Apr 1940 on-sale: Jan 29, 1940

Phil Sturm
writer
 |  Gus Ricca
penciler

Daring Mystery Comics (1940 series) #3 cover

Story Name:

The Escape of Red Corker


Synopsis

Daring Mystery Comics (1940 series) #3 synopsis by reviewer J.A.R.V.I.S. 2008
Rating: 2.5 stars

Red Corker, a notorious gang lord, engineers a prison riot to break free and reunites with his crew at their new hideout on Dream Island — a desolate, deserted former resort in San Francisco Bay. Wasting no time, he sends his men to rob the Frisco National Bank, which they pull off with brutal efficiency. Word reaches FBI headquarters in Washington and ace G-man Dale is dispatched to San Francisco immediately. 

Corker's men spot Dale at the airport and tail him on orders to make his death look like an accident. Dale recognizes one of the gangsters and fights them off, sending their car off a cliff. He lets the papers report him dead and goes underground.

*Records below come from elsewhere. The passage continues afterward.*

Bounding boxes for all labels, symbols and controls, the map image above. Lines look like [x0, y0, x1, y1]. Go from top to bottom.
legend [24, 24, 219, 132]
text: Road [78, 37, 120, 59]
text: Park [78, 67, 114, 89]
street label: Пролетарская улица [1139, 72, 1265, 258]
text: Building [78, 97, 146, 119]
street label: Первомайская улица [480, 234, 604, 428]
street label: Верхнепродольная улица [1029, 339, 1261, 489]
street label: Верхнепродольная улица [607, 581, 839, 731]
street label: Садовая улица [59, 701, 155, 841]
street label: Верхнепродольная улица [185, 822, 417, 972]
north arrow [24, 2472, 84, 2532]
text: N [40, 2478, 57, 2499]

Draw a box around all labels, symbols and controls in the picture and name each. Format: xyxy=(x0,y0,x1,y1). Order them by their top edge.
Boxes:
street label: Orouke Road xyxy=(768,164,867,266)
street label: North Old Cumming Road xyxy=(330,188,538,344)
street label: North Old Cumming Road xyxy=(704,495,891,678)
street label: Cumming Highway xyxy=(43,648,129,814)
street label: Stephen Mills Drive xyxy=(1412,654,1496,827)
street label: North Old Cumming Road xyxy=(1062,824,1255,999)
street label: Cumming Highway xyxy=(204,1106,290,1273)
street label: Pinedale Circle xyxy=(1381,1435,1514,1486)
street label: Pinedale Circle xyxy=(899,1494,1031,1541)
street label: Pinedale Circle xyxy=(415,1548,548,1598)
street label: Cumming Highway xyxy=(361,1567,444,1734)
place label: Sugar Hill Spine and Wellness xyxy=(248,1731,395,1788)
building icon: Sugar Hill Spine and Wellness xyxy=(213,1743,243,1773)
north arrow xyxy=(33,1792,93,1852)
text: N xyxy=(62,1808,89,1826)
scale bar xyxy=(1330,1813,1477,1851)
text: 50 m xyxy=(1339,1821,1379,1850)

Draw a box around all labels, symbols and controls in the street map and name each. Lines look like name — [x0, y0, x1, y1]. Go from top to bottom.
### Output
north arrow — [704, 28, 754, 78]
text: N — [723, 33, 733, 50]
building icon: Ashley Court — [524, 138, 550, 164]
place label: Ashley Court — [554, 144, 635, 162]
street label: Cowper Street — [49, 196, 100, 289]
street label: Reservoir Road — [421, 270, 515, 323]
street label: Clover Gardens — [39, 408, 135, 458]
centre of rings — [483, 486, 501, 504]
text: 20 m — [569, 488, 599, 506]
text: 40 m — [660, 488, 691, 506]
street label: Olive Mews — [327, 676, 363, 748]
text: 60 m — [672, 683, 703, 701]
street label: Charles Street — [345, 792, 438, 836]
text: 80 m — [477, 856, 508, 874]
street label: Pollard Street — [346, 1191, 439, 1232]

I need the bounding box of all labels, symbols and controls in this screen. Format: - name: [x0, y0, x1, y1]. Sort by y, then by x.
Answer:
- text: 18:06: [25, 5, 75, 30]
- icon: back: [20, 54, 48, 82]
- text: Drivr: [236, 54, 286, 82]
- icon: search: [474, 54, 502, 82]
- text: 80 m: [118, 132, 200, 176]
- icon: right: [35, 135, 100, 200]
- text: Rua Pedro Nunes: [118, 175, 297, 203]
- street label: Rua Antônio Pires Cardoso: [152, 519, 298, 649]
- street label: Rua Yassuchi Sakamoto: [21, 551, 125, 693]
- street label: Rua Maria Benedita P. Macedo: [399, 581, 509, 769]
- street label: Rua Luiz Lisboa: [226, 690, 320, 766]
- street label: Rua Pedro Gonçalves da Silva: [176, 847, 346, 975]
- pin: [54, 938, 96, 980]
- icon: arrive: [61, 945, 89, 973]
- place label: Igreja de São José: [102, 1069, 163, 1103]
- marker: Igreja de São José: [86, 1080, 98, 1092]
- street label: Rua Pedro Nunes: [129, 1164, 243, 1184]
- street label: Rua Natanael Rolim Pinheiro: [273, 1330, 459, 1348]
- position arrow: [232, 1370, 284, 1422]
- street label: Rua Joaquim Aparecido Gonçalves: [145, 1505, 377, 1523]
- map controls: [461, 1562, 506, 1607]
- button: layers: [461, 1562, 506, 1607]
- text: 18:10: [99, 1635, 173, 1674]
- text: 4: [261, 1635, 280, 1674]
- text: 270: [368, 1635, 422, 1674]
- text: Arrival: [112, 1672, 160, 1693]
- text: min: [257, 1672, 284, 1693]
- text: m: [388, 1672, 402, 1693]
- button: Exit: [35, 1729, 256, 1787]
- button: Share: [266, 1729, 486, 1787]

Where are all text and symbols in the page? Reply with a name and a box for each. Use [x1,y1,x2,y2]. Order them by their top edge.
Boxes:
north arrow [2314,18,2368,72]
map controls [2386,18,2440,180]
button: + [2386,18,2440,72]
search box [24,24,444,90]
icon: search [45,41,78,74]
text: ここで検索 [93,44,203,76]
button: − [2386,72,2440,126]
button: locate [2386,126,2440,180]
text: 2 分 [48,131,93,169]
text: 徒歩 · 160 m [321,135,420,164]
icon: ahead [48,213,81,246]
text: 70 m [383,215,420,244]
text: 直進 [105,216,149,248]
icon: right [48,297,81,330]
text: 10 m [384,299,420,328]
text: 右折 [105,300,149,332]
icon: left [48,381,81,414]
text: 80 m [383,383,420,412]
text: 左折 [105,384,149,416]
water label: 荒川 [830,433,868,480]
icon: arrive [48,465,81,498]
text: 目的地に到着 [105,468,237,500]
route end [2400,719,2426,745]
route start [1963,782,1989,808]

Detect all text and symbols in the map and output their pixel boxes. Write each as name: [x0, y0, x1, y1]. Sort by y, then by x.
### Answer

When Corker's gang then kidnaps the young daughter Helen of oil magnate George Dean and demands $500,000 ransom, Dean brings the case to the FBI. Dale spots the gang's island hideout from a plane flown by crack mail pilot Frank Strong, hangs from the wing mid-flight to swoop the girl off the island while shooting Corker dead, and the surrounding G-men boats close in to mop up the rest of the gang.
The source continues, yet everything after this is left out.